**Work task:** Repeat every line of the data exactly; the pictures stay out.

Segment Start: Data under study

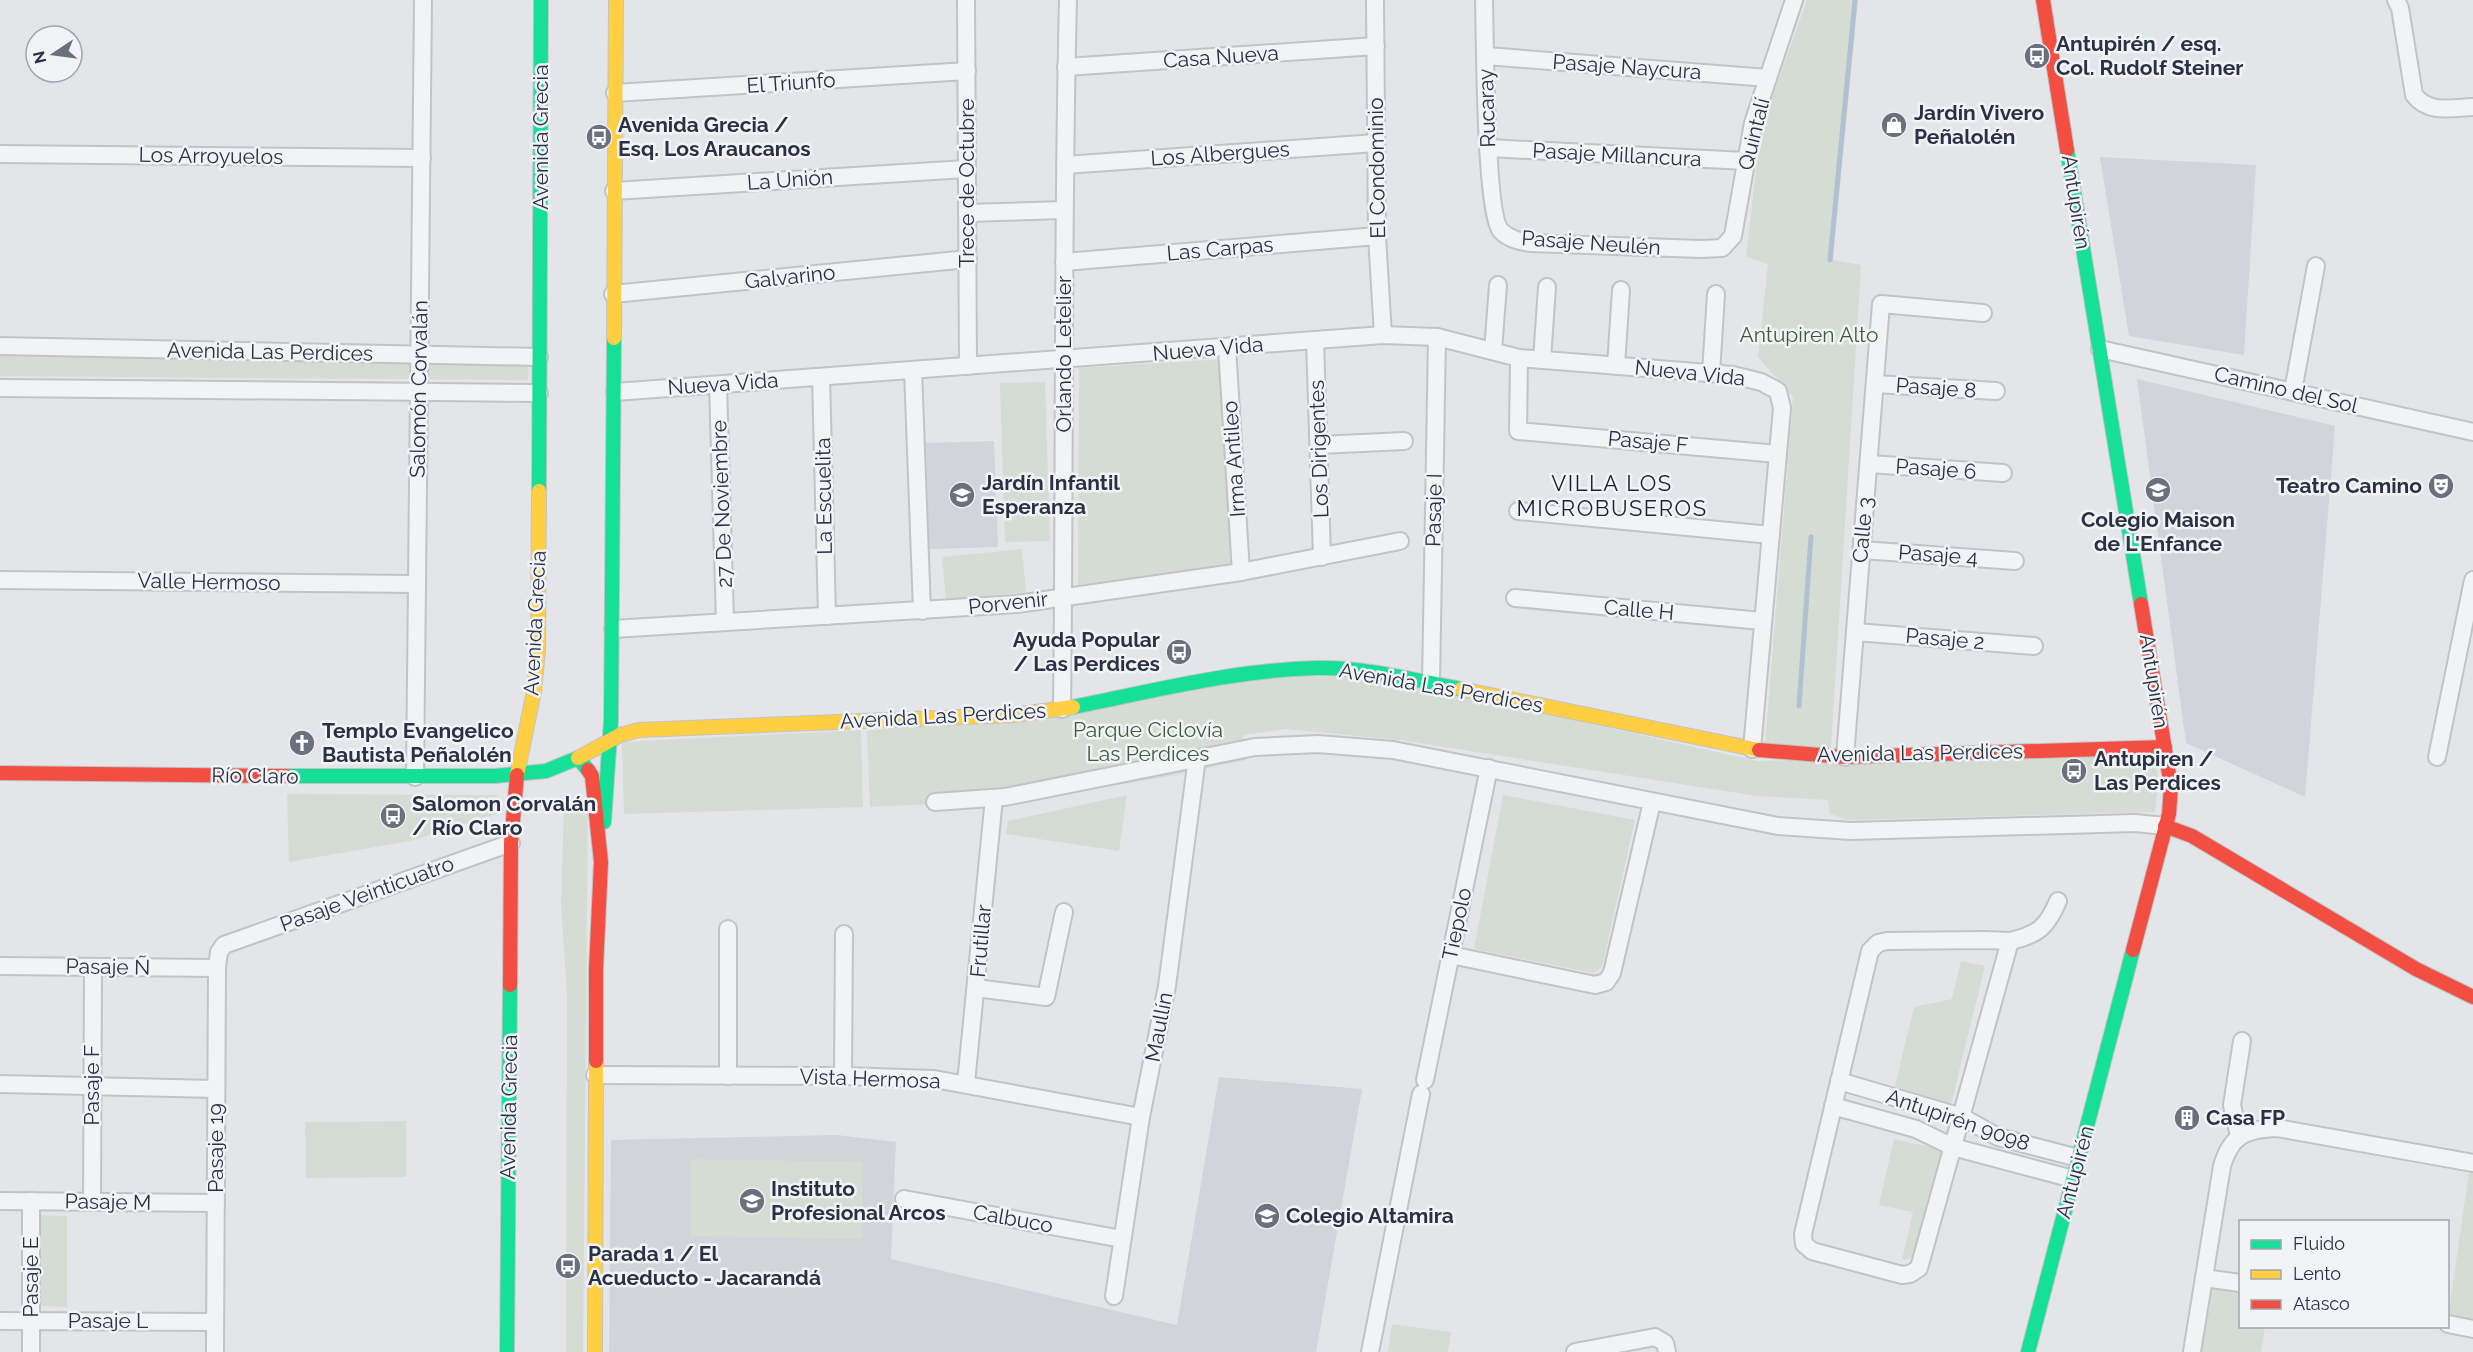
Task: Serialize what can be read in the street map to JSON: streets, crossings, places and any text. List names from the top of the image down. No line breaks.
{"streets":{"main road":["Avenida Grecia","Antupirén","Avenida Las Perdices","Río Claro"],"street":["Casa Nueva","Pasaje Naycura","El Triunfo","Rucaray","Quintalí","Los Albergues","Pasaje Millancura","Los Arroyuelos","El Condominio","La Unión","Trece de Octubre","Pasaje Neulén","Las Carpas","Galvarino","Nueva Vida","Orlando Letelier","Pasaje 8","Salomón Corvalán","Camino del Sol","Pasaje F","Los Dirigentes","Irma Antileo","Pasaje 6","La Escuelita","27 De Noviembre","Pasaje I","Calle 3","Pasaje 4","Valle Hermoso","Porvenir","Calle H","Pasaje 2","Pasaje Veinticuatro","Tiepolo","Frutillar","Pasaje Ñ","Maullín","Vista Hermosa","Antupirén 9098","Pasaje 19","Pasaje M","Calbuco","Pasaje E","Pasaje L"]},"crossings":[["Casa Nueva","El Condominio"],["Casa Nueva","Orlando Letelier"],["Pasaje Naycura","Rucaray"],["Pasaje Naycura","Quintalí"],["El Triunfo","Trece de Octubre"],["Rucaray","Pasaje Millancura"],["Rucaray","Pasaje Neulén"],["Quintalí","Pasaje Millancura"],["Quintalí","Pasaje Neulén"],["Avenida Grecia","Avenida Las Perdices"],["Avenida Grecia","Río Claro"],["Avenida Grecia","Pasaje Veinticuatro"],["Los Albergues","El Condominio"],["Los Albergues","Orlando Letelier"],["Los Arroyuelos","Salomón Corvalán"],["El Condominio","Las Carpas"],["El Condominio","Nueva Vida"],["La Unión","Trece de Octubre"],["Trece de Octubre","Galvarino"],["Trece de Octubre","Nueva Vida"],["Antupirén","Avenida Las Perdices"],["Antupirén","Camino del Sol"],["Antupirén","Antupirén 9098"],["Las Carpas","Orlando Letelier"],["Nueva Vida","Orlando Letelier"],["Nueva Vida","Pasaje F"],["Nueva Vida","Los Dirigentes"],["Nueva Vida","Irma Antileo"],["Nueva Vida","La Escuelita"],["Nueva Vida","27 De Noviembre"],["Nueva Vida","Pasaje I"],["Avenida Las Perdices","Orlando Letelier"],["Avenida Las Perdices","Salomón Corvalán"],["Avenida Las Perdices","Pasaje I"],["Avenida Las Perdices","Calle 3"],["Avenida Las Perdices","Río Claro"],["Orlando Letelier","Porvenir"],["Pasaje 8","Calle 3"],["Salomón Corvalán","Valle Hermoso"],["Salomón Corvalán","Río Claro"],["Pasaje F","Pasaje Ñ"],["Pasaje F","Pasaje M"],["Los Dirigentes","Porvenir"],["Irma Antileo","Porvenir"],["Pasaje 6","Calle 3"],["La Escuelita","Porvenir"],["27 De Noviembre","Porvenir"],["Calle 3","Pasaje 4"],["Calle 3","Pasaje 2"],["Pasaje Veinticuatro","Pasaje 19"],["Frutillar","Vista Hermosa"],["Pasaje Ñ","Pasaje 19"],["Maullín","Vista Hermosa"],["Maullín","Calbuco"],["Pasaje 19","Pasaje M"],["Pasaje 19","Pasaje L"],["Pasaje M","Pasaje E"],["Pasaje E","Pasaje L"]],"districts":["VILLA LOS MICROBUSEROS"],"parks":["Antupiren Alto","Parque Ciclovía Las Perdices"],"places":{"bus stop":["Antupirén / esq. Col. Rudolf Steiner","Avenida Grecia / Esq. Los Araucanos","Ayuda Popular / Las Perdices","Antupiren / Las Perdices","Salomon Corvalán / Río Claro","Parada 1 / El Acueducto - Jacarandá"],"shop":["Jardín Vivero Peñalolén"],"theatre":["Teatro Camino"],"school or university":["Colegio Maison de L'Enfance","Jardín Infantil Esperanza","Instituto Profesional Arcos","Colegio Altamira"],"church":["Templo Evangelico Bautista Peñalolén"],"building":["Casa FP"]},"legend":["Fluido","Lento","Atasco"],"north":"left"}
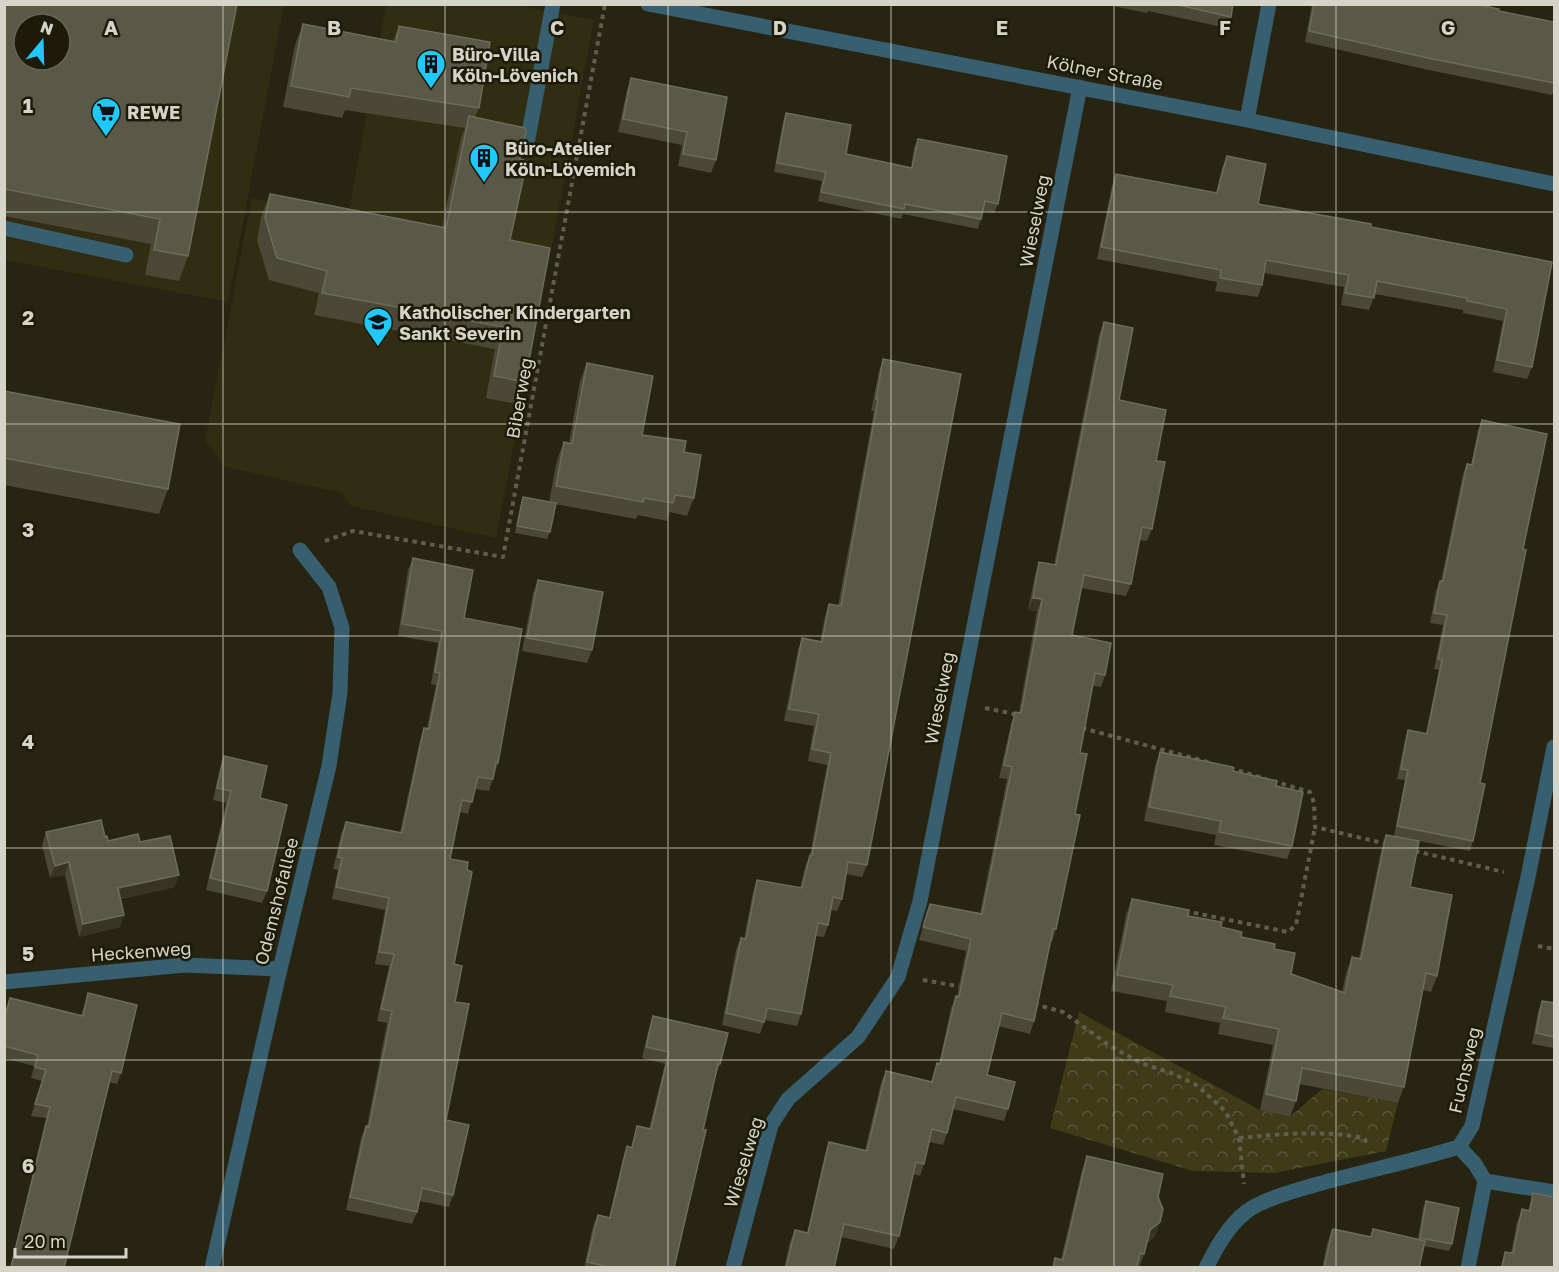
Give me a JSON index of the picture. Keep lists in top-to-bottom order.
{
  "streets": {
    "street": [
      "Kölner Straße",
      "Wieselweg",
      "Odemshofallee",
      "Heckenweg",
      "Fuchsweg"
    ],
    "path": ["Biberweg"]
  },
  "crossings": [
    ["Kölner Straße", "Wieselweg"],
    ["Biberweg", "Odemshofallee"],
    ["Odemshofallee", "Heckenweg"]
  ],
  "places": {
    "building": ["Büro-Villa Köln-Lövenich", "Büro-Atelier Köln-Lövemich"],
    "supermarket": ["REWE"],
    "school or university": ["Katholischer Kindergarten Sankt Severin"]
  },
  "scale_bar": "20 m",
  "north": "top",
  "grid": {
    "columns": [
      "A",
      "B",
      "C",
      "D",
      "E",
      "F",
      "G"
    ],
    "rows": [
      "1",
      "2",
      "3",
      "4",
      "5",
      "6"
    ]
  }
}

Segment End: Data under study

**Answer box:**
Task: Serialize what can be read in the street map to JSON: streets, crossings, places and any text. List names from the top of the image down. No line breaks.
{"streets":{"main road":["Avenida Grecia","Antupirén","Avenida Las Perdices","Río Claro"],"street":["Casa Nueva","Pasaje Naycura","El Triunfo","Rucaray","Quintalí","Los Albergues","Pasaje Millancura","Los Arroyuelos","El Condominio","La Unión","Trece de Octubre","Pasaje Neulén","Las Carpas","Galvarino","Nueva Vida","Orlando Letelier","Pasaje 8","Salomón Corvalán","Camino del Sol","Pasaje F","Los Dirigentes","Irma Antileo","Pasaje 6","La Escuelita","27 De Noviembre","Pasaje I","Calle 3","Pasaje 4","Valle Hermoso","Porvenir","Calle H","Pasaje 2","Pasaje Veinticuatro","Tiepolo","Frutillar","Pasaje Ñ","Maullín","Vista Hermosa","Antupirén 9098","Pasaje 19","Pasaje M","Calbuco","Pasaje E","Pasaje L"]},"crossings":[["Casa Nueva","El Condominio"],["Casa Nueva","Orlando Letelier"],["Pasaje Naycura","Rucaray"],["Pasaje Naycura","Quintalí"],["El Triunfo","Trece de Octubre"],["Rucaray","Pasaje Millancura"],["Rucaray","Pasaje Neulén"],["Quintalí","Pasaje Millancura"],["Quintalí","Pasaje Neulén"],["Avenida Grecia","Avenida Las Perdices"],["Avenida Grecia","Río Claro"],["Avenida Grecia","Pasaje Veinticuatro"],["Los Albergues","El Condominio"],["Los Albergues","Orlando Letelier"],["Los Arroyuelos","Salomón Corvalán"],["El Condominio","Las Carpas"],["El Condominio","Nueva Vida"],["La Unión","Trece de Octubre"],["Trece de Octubre","Galvarino"],["Trece de Octubre","Nueva Vida"],["Antupirén","Avenida Las Perdices"],["Antupirén","Camino del Sol"],["Antupirén","Antupirén 9098"],["Las Carpas","Orlando Letelier"],["Nueva Vida","Orlando Letelier"],["Nueva Vida","Pasaje F"],["Nueva Vida","Los Dirigentes"],["Nueva Vida","Irma Antileo"],["Nueva Vida","La Escuelita"],["Nueva Vida","27 De Noviembre"],["Nueva Vida","Pasaje I"],["Avenida Las Perdices","Orlando Letelier"],["Avenida Las Perdices","Salomón Corvalán"],["Avenida Las Perdices","Pasaje I"],["Avenida Las Perdices","Calle 3"],["Avenida Las Perdices","Río Claro"],["Orlando Letelier","Porvenir"],["Pasaje 8","Calle 3"],["Salomón Corvalán","Valle Hermoso"],["Salomón Corvalán","Río Claro"],["Pasaje F","Pasaje Ñ"],["Pasaje F","Pasaje M"],["Los Dirigentes","Porvenir"],["Irma Antileo","Porvenir"],["Pasaje 6","Calle 3"],["La Escuelita","Porvenir"],["27 De Noviembre","Porvenir"],["Calle 3","Pasaje 4"],["Calle 3","Pasaje 2"],["Pasaje Veinticuatro","Pasaje 19"],["Frutillar","Vista Hermosa"],["Pasaje Ñ","Pasaje 19"],["Maullín","Vista Hermosa"],["Maullín","Calbuco"],["Pasaje 19","Pasaje M"],["Pasaje 19","Pasaje L"],["Pasaje M","Pasaje E"],["Pasaje E","Pasaje L"]],"districts":["VILLA LOS MICROBUSEROS"],"parks":["Antupiren Alto","Parque Ciclovía Las Perdices"],"places":{"bus stop":["Antupirén / esq. Col. Rudolf Steiner","Avenida Grecia / Esq. Los Araucanos","Ayuda Popular / Las Perdices","Antupiren / Las Perdices","Salomon Corvalán / Río Claro","Parada 1 / El Acueducto - Jacarandá"],"shop":["Jardín Vivero Peñalolén"],"theatre":["Teatro Camino"],"school or university":["Colegio Maison de L'Enfance","Jardín Infantil Esperanza","Instituto Profesional Arcos","Colegio Altamira"],"church":["Templo Evangelico Bautista Peñalolén"],"building":["Casa FP"]},"legend":["Fluido","Lento","Atasco"],"north":"left"}
Give me a JSON index of the picture. Keep lists in top-to-bottom order.
{
  "streets": {
    "street": [
      "Kölner Straße",
      "Wieselweg",
      "Odemshofallee",
      "Heckenweg",
      "Fuchsweg"
    ],
    "path": ["Biberweg"]
  },
  "crossings": [
    ["Kölner Straße", "Wieselweg"],
    ["Biberweg", "Odemshofallee"],
    ["Odemshofallee", "Heckenweg"]
  ],
  "places": {
    "building": ["Büro-Villa Köln-Lövenich", "Büro-Atelier Köln-Lövemich"],
    "supermarket": ["REWE"],
    "school or university": ["Katholischer Kindergarten Sankt Severin"]
  },
  "scale_bar": "20 m",
  "north": "top",
  "grid": {
    "columns": [
      "A",
      "B",
      "C",
      "D",
      "E",
      "F",
      "G"
    ],
    "rows": [
      "1",
      "2",
      "3",
      "4",
      "5",
      "6"
    ]
  }
}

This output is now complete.